Frequently Asked Questions (FAQ)
Here are answers to some common questions about making Chicken and Stuffing Roll Ups:
1. Can I use homemade stuffing instead of boxed mix?
- Absolutely! If you have a favorite homemade stuffing recipe, feel free to use it. Ensure the stuffing is fully cooked and slightly cooled before you use it to fill the chicken rolls. You’ll need approximately 2.5 to 3 cups of prepared stuffing for four large chicken breasts. Using homemade stuffing allows for even more customization of flavors.
2. Can I use chicken thighs instead of chicken breasts?
- Yes, you can substitute boneless, skinless chicken thighs. Thigh meat is naturally more moist and flavorful than breast meat. However, thighs are often smaller and less uniform in shape, which can make pounding and rolling a bit trickier. Pound them carefully to an even thickness (around ¼ to ½ inch, as they might not get as thin as breasts) and adjust the baking time accordingly. Since thigh meat is more forgiving, check for doneness with a meat thermometer (165°F or 74°C), but they might take slightly longer or shorter depending on their size and thickness after pounding.
3. Can I freeze Chicken and Stuffing Roll Ups?

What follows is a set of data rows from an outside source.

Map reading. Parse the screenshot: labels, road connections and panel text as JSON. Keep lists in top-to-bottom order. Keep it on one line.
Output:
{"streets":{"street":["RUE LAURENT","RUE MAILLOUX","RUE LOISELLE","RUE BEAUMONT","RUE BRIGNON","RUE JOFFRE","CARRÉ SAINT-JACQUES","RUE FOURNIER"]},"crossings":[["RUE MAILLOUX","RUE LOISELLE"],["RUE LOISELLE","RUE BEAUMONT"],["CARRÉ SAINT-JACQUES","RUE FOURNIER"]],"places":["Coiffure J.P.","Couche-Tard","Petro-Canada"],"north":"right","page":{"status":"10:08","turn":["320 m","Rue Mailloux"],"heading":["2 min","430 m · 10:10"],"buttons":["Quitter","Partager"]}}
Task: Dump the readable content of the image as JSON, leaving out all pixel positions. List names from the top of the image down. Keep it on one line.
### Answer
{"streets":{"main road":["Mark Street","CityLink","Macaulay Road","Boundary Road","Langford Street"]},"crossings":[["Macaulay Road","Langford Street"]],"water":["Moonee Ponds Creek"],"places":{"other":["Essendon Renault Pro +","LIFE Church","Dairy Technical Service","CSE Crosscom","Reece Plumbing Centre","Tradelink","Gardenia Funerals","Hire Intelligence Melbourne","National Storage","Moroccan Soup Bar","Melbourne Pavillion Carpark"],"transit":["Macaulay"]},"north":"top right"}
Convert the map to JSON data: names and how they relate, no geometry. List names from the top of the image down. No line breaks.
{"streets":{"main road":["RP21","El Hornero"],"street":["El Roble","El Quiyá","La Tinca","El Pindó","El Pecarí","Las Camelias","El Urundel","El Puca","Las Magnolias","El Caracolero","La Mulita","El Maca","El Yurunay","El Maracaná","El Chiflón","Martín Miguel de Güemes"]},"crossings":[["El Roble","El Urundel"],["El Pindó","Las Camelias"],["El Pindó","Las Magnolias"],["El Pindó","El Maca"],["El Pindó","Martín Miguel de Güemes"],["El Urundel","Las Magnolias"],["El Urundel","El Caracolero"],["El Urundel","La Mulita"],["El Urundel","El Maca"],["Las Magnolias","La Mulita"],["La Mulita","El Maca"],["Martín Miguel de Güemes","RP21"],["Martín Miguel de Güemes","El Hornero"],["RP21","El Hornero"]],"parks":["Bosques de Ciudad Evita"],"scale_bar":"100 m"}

- Yes, this dish freezes reasonably well both before and after baking.
- Freezing Unbaked: Assemble the rolls completely in a freezer-safe baking dish (like a foil pan for easy cleanup). Cover tightly with plastic wrap, followed by a layer of aluminum foil, or use a container with an airtight lid. Label with the date and contents. Freeze for up to 2-3 months. To bake, thaw overnight in the refrigerator. Let the dish sit at room temperature for 30 minutes before baking as directed, potentially adding 10-15 minutes to the baking time.
- Freezing Baked: Allow the cooked roll ups to cool completely. You can freeze them directly in the baking dish (well-wrapped) or transfer individual portions to freezer-safe containers. Freeze for up to 2-3 months. To reheat, thaw overnight in the refrigerator. Reheat covered in a microwave or in a 350°F (175°C) oven until heated through (about 20-30 minutes). You may want to add a splash of broth or milk if the sauce seems too thick upon reheating. Note that the sauce texture might change slightly after freezing and reheating.
4. My chicken rolls keep unrolling in the dish. What can I do?
- This is a common frustration! Here are a few tricks: First, make sure you’re placing them seam-side down in the baking dish. Second, arrange them snugly together – the neighboring rolls help keep each other in place. Third, as mentioned in the tips, don’t overstuff them. Finally, if they’re still misbehaving, use wooden toothpicks inserted horizontally through the seam to pin them shut. Just remember to count them and remove them all before serving!
5. How can I make this recipe gluten-free?
- Making a gluten-free version is definitely possible with a couple of key substitutions.
- Stuffing: Use your favorite gluten-free bread to make homemade stuffing, or purchase a certified gluten-free boxed stuffing mix (several brands are now available).
- Cream Soup: Standard condensed cream of chicken soup contains gluten. Look for a certified gluten-free version, or make a simple homemade substitute. A basic white sauce (béchamel) made with gluten-free flour blend, butter, milk, and chicken broth, seasoned well, can work. Alternatively, whisk together cornstarch or arrowroot powder with cold chicken broth, heat until thickened, and season to taste.
- Ensure all other ingredients (like broth, seasonings) are also certified gluten-free. With these swaps, you can enjoy a delicious gluten-free version of this comfort food classic.